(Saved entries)
----

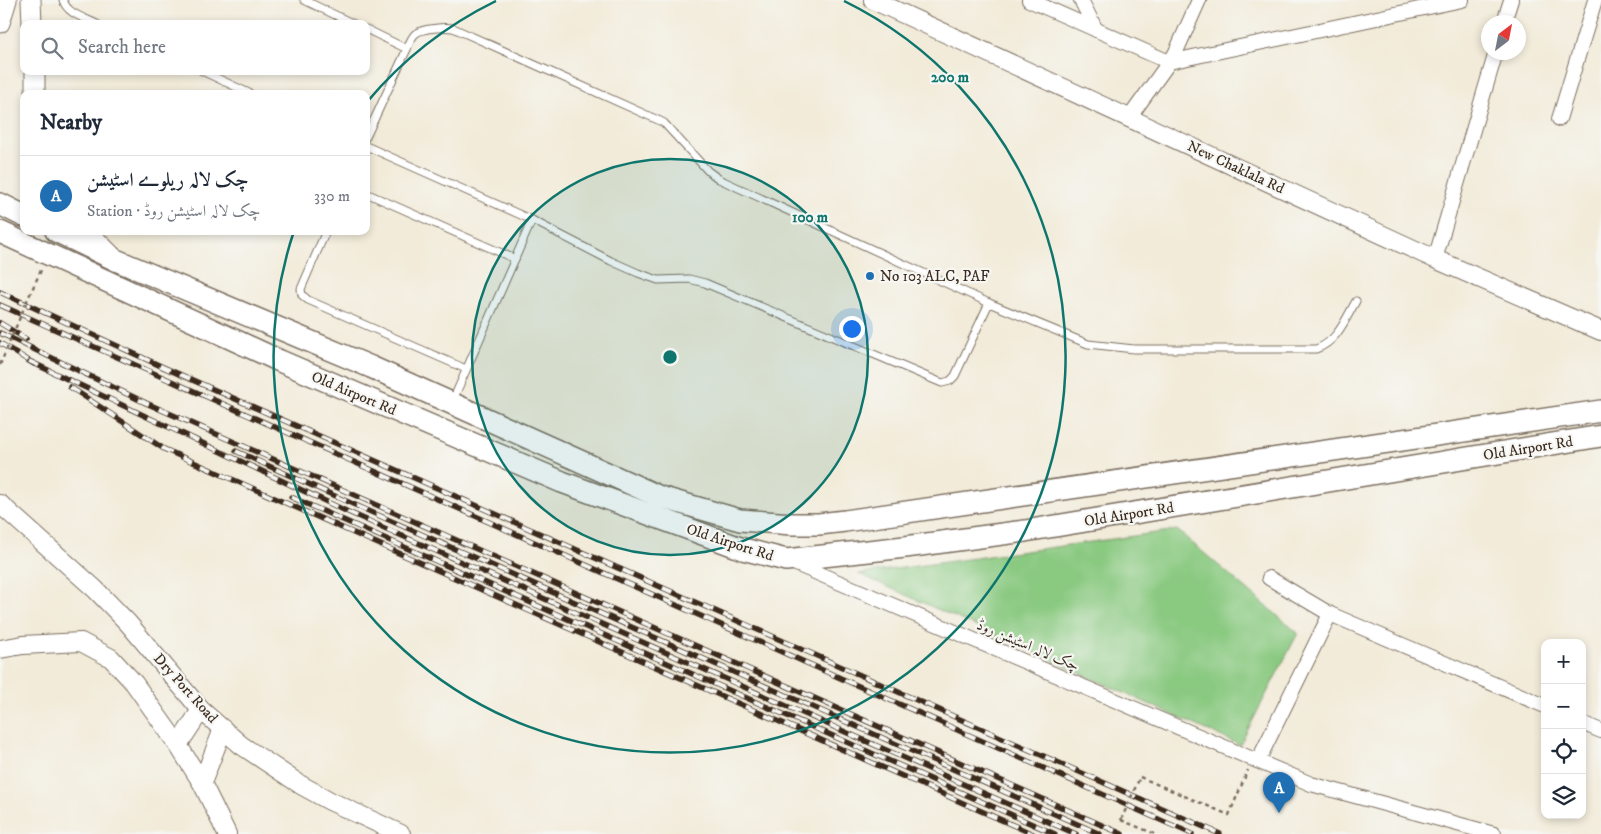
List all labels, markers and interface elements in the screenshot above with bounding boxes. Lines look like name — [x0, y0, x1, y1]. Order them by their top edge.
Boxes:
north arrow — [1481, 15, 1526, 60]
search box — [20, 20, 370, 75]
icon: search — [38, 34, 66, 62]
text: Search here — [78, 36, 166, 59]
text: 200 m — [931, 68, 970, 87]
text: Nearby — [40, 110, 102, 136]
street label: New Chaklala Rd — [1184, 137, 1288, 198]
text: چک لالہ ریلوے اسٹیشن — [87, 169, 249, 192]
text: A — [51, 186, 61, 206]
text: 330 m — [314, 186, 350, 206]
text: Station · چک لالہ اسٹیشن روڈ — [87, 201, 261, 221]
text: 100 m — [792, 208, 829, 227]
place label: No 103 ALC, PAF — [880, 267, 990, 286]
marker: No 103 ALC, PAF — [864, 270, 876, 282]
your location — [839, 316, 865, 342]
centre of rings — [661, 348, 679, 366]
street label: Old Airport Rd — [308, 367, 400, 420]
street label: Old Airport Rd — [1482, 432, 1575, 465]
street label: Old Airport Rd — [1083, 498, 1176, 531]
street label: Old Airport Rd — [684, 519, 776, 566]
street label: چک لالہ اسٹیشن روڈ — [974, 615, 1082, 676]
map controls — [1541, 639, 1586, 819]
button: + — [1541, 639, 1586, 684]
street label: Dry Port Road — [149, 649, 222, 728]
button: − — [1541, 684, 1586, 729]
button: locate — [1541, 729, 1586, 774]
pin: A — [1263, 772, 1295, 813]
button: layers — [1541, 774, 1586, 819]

----

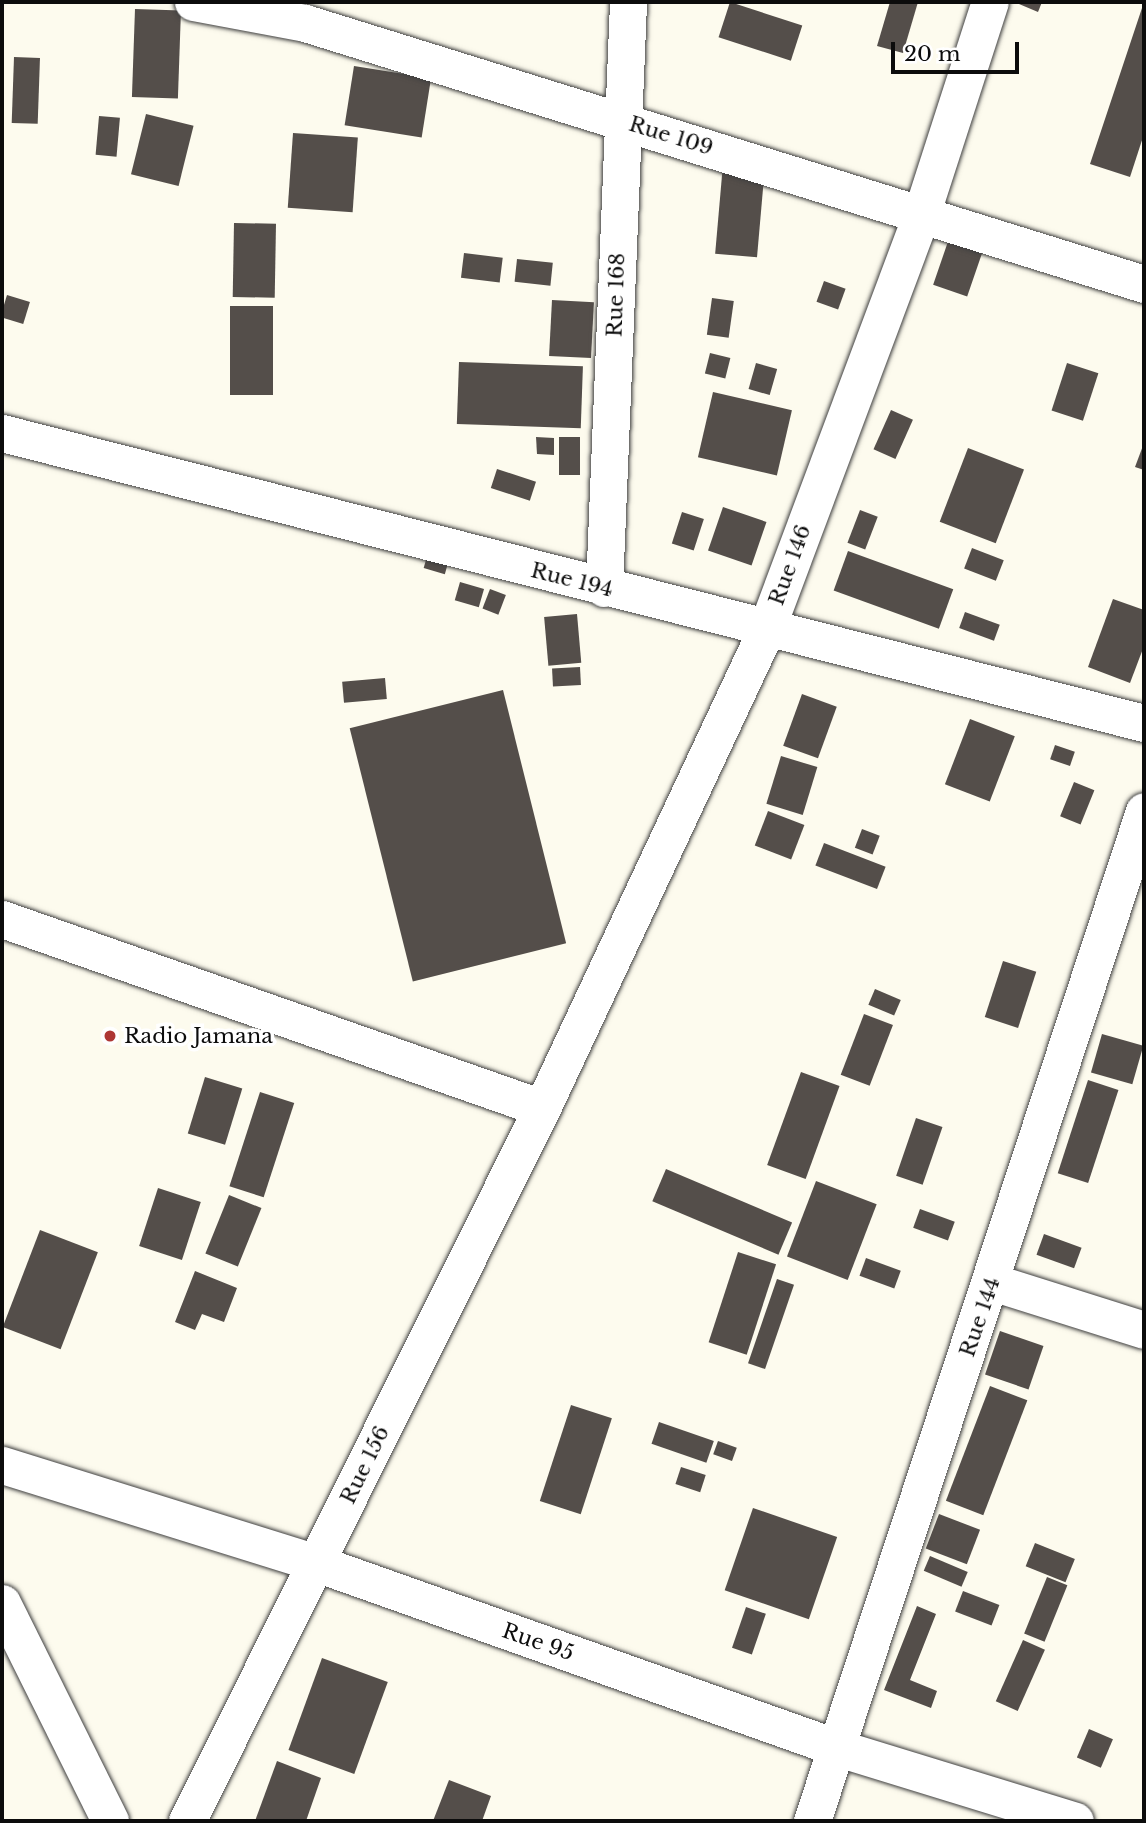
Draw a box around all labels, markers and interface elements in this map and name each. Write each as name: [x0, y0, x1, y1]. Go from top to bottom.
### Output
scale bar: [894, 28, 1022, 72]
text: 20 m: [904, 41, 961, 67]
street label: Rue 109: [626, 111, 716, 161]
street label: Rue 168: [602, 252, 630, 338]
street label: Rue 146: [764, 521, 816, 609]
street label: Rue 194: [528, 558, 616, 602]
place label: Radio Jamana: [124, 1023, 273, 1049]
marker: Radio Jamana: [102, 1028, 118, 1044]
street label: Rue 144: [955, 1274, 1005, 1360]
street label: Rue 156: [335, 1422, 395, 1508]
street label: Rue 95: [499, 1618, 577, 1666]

----

What you should do =>
Copy down every line of the entries containing the word "labels".

Task response =>
List all labels, markers and interface elements in the screenshot above with bounding boxes. Lines look like name — [x0, y0, x1, y1]. Order them by their top edge.
Draw a box around all labels, markers and interface elements in this map and name each. Write each as name: [x0, y0, x1, y1]. Go from top to bottom.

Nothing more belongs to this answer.